Codex sends the key as a bearer token to the MCP endpoint:

Authorization: Bearer rst_...

Use a narrow key for resolve-only workflows:

mcp:resolve mcp:resolve-requests:read mcp:projects:read mcp:participants:read

Use broader write scopes only when Codex is expected to create or update Roster data. API-key access is still limited by the key owner’s Roster permissions and the target resource rules.

Tool Selection

Section titled “Tool Selection”

Adding the MCP server gives Codex access to Roster tools, but it does not guarantee Codex will choose Roster for every relevant prompt. A customer workspace can distribute a Roster instruction or skill so Codex knows Roster is the source of truth for approval routing, ownership, participants, delegations, projects, labels, and recent Resolve history.

Codex Skill

Section titled “Codex Skill”

Use this skill instruction when packaging Roster behavior for a customer workspace:

---
name: roster
description: Use live Roster MCP for approval routing, ownership, participants, delegated contacts, project membership, labels, and latest Resolve request retrieval. Use when the user asks who should approve, handle, review, own, or be contacted for a business task, even if the user does not mention Roster by name.
---


# Roster


Use the live Roster MCP server as the source of truth for current operational
answers. Do not reconstruct Roster data from files or stale examples when
MCP is available.


## Workflow


1. For open-ended routing or contact questions, call the Roster `resolve` tool.
2. For latest Resolve history, call `list_resolve_requests`, choose the newest
   request, then call `get_resolve_request`.
3. For exact project, participant, label, delegation, or membership checks, use
   the matching Roster lookup tools.
4. Return only the fields or contacts the user asked for.

Skill Distribution

Section titled “Skill Distribution”

For customer or team distribution, package the skill as a Codex plugin. Keep the customer’s Roster MCP URL and authentication in their Codex MCP settings because those values are deployment-specific.

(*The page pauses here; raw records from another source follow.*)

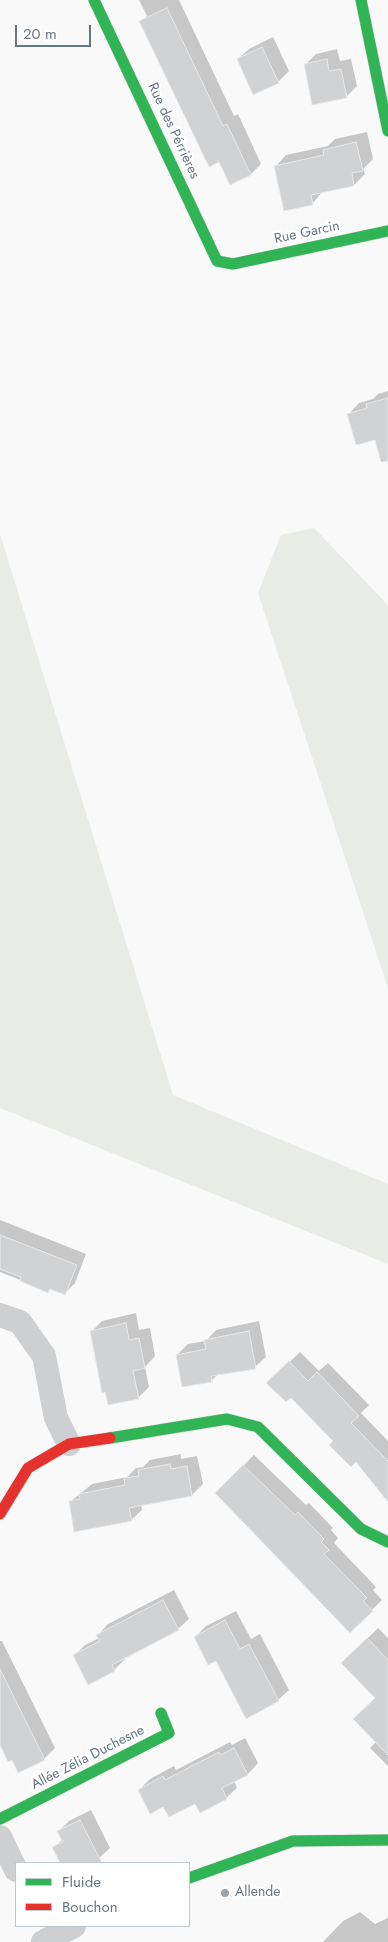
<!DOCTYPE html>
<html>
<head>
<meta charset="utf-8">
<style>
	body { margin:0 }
	#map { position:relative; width:388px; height:1942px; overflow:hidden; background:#f9f9f9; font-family:Jost,sans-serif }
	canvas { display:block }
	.legend { position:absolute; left:15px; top:1862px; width:175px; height:65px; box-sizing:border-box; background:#fff; border:1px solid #c1c8cd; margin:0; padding:6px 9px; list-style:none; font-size:15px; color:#657683 }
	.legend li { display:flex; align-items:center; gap:10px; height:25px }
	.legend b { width:25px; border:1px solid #c1c8cd }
	.scale { position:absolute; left:15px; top:25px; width:76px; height:22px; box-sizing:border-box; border:2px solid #657683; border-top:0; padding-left:6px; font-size:15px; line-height:18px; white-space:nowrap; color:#657683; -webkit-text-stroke:4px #fff; paint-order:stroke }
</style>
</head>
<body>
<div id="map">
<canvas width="388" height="1942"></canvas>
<ul class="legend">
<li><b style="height:6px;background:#30b455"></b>Fluide</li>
<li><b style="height:6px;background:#e5322d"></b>Bouchon</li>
</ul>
<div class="scale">20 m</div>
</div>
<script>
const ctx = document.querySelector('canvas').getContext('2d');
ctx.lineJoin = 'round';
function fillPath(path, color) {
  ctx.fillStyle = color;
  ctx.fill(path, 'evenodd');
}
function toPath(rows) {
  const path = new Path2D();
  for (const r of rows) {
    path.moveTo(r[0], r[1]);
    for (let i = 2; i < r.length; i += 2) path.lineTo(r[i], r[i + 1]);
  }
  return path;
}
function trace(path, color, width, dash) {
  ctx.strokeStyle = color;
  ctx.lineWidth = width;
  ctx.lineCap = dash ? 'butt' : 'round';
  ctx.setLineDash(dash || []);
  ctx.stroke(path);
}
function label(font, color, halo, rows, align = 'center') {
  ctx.font = font + ' Jost,sans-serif';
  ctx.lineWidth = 5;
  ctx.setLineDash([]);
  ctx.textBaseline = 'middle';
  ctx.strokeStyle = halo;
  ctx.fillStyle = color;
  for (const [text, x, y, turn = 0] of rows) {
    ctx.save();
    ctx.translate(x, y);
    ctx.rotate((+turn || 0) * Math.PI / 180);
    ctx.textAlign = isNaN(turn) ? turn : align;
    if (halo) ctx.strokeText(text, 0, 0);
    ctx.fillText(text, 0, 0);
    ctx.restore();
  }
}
fillPath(toPath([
	[314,528,388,605,388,988,258,593,281,535],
	[0,534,173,1095,388,1184,388,1264,0,1108]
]), '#e8ebe6');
fillPath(toPath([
	[139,0,179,0,234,116,238,114,261,164,251,174,231,184,220,161,141,22,147,16],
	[273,37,289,71,278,82,238,59,249,49],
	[337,49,340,61,351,59,357,86,346,97,305,65,316,54],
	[367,132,373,159,363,169,365,174,354,185,323,191,312,204,276,166,286,155,328,146,335,139],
	[388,391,388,435,349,414,359,403,373,399,378,394],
	[0,1220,86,1254,75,1283,65,1293,52,1288,48,1291,0,1272],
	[136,1313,139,1330,150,1328,155,1356,145,1367,149,1387,138,1398,92,1331,102,1321],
	[259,1321,266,1357,255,1367,218,1374,212,1380,177,1355,188,1344,206,1341,216,1330],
	[300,1352,319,1371,328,1363,369,1405,361,1413,388,1441,388,1490,335,1441,291,1396,268,1383],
	[181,1454,181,1459,197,1456,203,1484,192,1495,141,1504,142,1510,131,1520,70,1502,92,1484,127,1477,136,1468,143,1467,150,1460],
	[254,1455,306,1505,309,1503,333,1528,331,1530,338,1538,334,1543,376,1587,373,1590,382,1600,350,1632,216,1493],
	[174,1590,189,1619,178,1629,124,1657,125,1659,114,1670,74,1656,85,1645,99,1638,98,1635,108,1624],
	[236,1611,251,1639,260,1634,289,1690,278,1700,217,1659,195,1637,206,1626],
	[378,1628,388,1638,388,1682,343,1663],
	[0,1641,2,1641,55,1748,44,1759,13,1759,0,1743],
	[388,1686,388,1766,370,1748,376,1742],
	[245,1738,258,1763,248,1774,234,1781,237,1788,226,1798,164,1805,139,1790,150,1779,174,1766,176,1770,230,1742,232,1745],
	[91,1810,110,1848,99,1858,90,1863,62,1863,54,1848,63,1839,59,1831,69,1821],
	[360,1912,375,1924,388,1918,388,1942,323,1942,343,1921]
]), '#0003');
const building = toPath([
	[167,8,223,126,227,124,251,175,230,185,219,162,209,167,139,21,167,8],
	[262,47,279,83,253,95,237,59,262,47],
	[327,59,329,71,341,69,347,98,312,105,304,64,327,59],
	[356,142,363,171,352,173,354,186,311,195,313,205,284,211,274,166,324,155,323,150,356,142],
	[388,398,388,461,381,462,375,440,356,445,347,414,367,408,366,404,388,398],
	[0,1235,77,1265,65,1295,50,1289,48,1293,20,1281,21,1277,0,1269,0,1235],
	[126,1323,129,1340,139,1338,145,1368,133,1371,139,1399,108,1405,105,1392,102,1393,90,1331,126,1323],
	[249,1331,256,1369,211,1376,212,1382,182,1387,176,1355,206,1349,204,1340,249,1331],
	[289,1361,308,1381,317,1372,359,1416,351,1423,388,1461,388,1502,356,1462,351,1467,329,1445,333,1441,291,1398,286,1402,266,1383,289,1361],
	[170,1464,171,1469,187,1466,192,1496,129,1508,132,1521,74,1532,69,1501,80,1499,79,1494,125,1485,124,1478,139,1476,138,1470,170,1464],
	[243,1465,295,1515,298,1512,324,1539,321,1542,329,1550,324,1554,367,1598,363,1601,373,1611,350,1633,215,1493,243,1465],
	[163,1600,179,1630,112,1665,115,1671,88,1685,73,1655,100,1641,96,1635,163,1600],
	[225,1620,240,1649,249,1644,279,1701,246,1719,216,1661,208,1665,194,1637,225,1620],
	[367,1638,388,1660,388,1755,353,1719,375,1698,341,1663,367,1638],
	[0,1669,45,1760,18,1773,12,1760,8,1762,0,1745,0,1669],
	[234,1748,248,1775,222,1788,227,1799,200,1813,195,1804,169,1817,163,1807,150,1814,138,1790,163,1776,165,1780,219,1752,221,1755,234,1748],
	[80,1820,102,1863,60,1863,52,1847,63,1842,57,1831,80,1820]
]);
fillPath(building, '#d0d2d3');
trace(building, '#e8e8e8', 1);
const fast = toPath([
	[94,0,217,261,233,264,388,231],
	[361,0,388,131],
	[110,1438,227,1419,258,1427,361,1529,388,1542],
	[0,1819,169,1733,161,1713],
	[189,1878,293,1841,388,1840]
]);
const jam = toPath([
	[0,1514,28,1468,69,1444,110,1438]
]);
trace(fast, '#d5d6d7', 12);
trace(jam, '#d5d6d7', 12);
trace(toPath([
	[0,1315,20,1322,44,1356,56,1418,69,1444],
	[0,1837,16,1870],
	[43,1942,74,1926]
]), '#cecfd0', 24);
trace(fast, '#30b455', 11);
trace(jam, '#e5322d', 11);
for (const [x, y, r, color] of [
	[225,1893,5,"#99a4ac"]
]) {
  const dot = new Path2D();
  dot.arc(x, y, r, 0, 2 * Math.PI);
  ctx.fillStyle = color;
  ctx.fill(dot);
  trace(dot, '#fff', 2);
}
label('14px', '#657683', '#fff', [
	["Rue des Pérrières",173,131,65],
	["Rue Garcin",307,233,-12],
	["Allée Zélia Duchesne",88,1758,-27]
]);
label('14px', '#657683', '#fff', [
	["Allende",235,1893]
], 'left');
</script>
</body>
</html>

A small Roster plugin can be as simple as:

roster-codex-plugin/
  .codex-plugin/
    plugin.json
  skills/
    roster/
      SKILL.md

Example plugin.json:

{
  "name": "roster",
  "version": "1.0.0",
  "description": "Roster approval-routing workflows for Codex.",
  "skills": "./skills/"
}

Customer rollout:

  1. Publish the customer-hosted Roster MCP endpoint with OAuth enabled.
  2. Ask users to add the MCP server and complete OAuth login.
  3. Distribute the Roster Codex skill or plugin.

Connection Check

Section titled “Connection Check”

Ask Codex:

Use Roster to list my visible projects, then resolve who should handle vendor
security review for Atlas Operations.

Then test implicit routing without naming Roster:

Who should approve vendor security review for Atlas?

Codex should choose the Roster workflow and return the selected participants or contacts. If it does not, tighten the distributed instruction or skill description, then restart Codex if the updated skill is not detected.

If the server connects but tools return insufficient_scope, update the Roster API key or OAuth grant to include the missing mcp:* scope.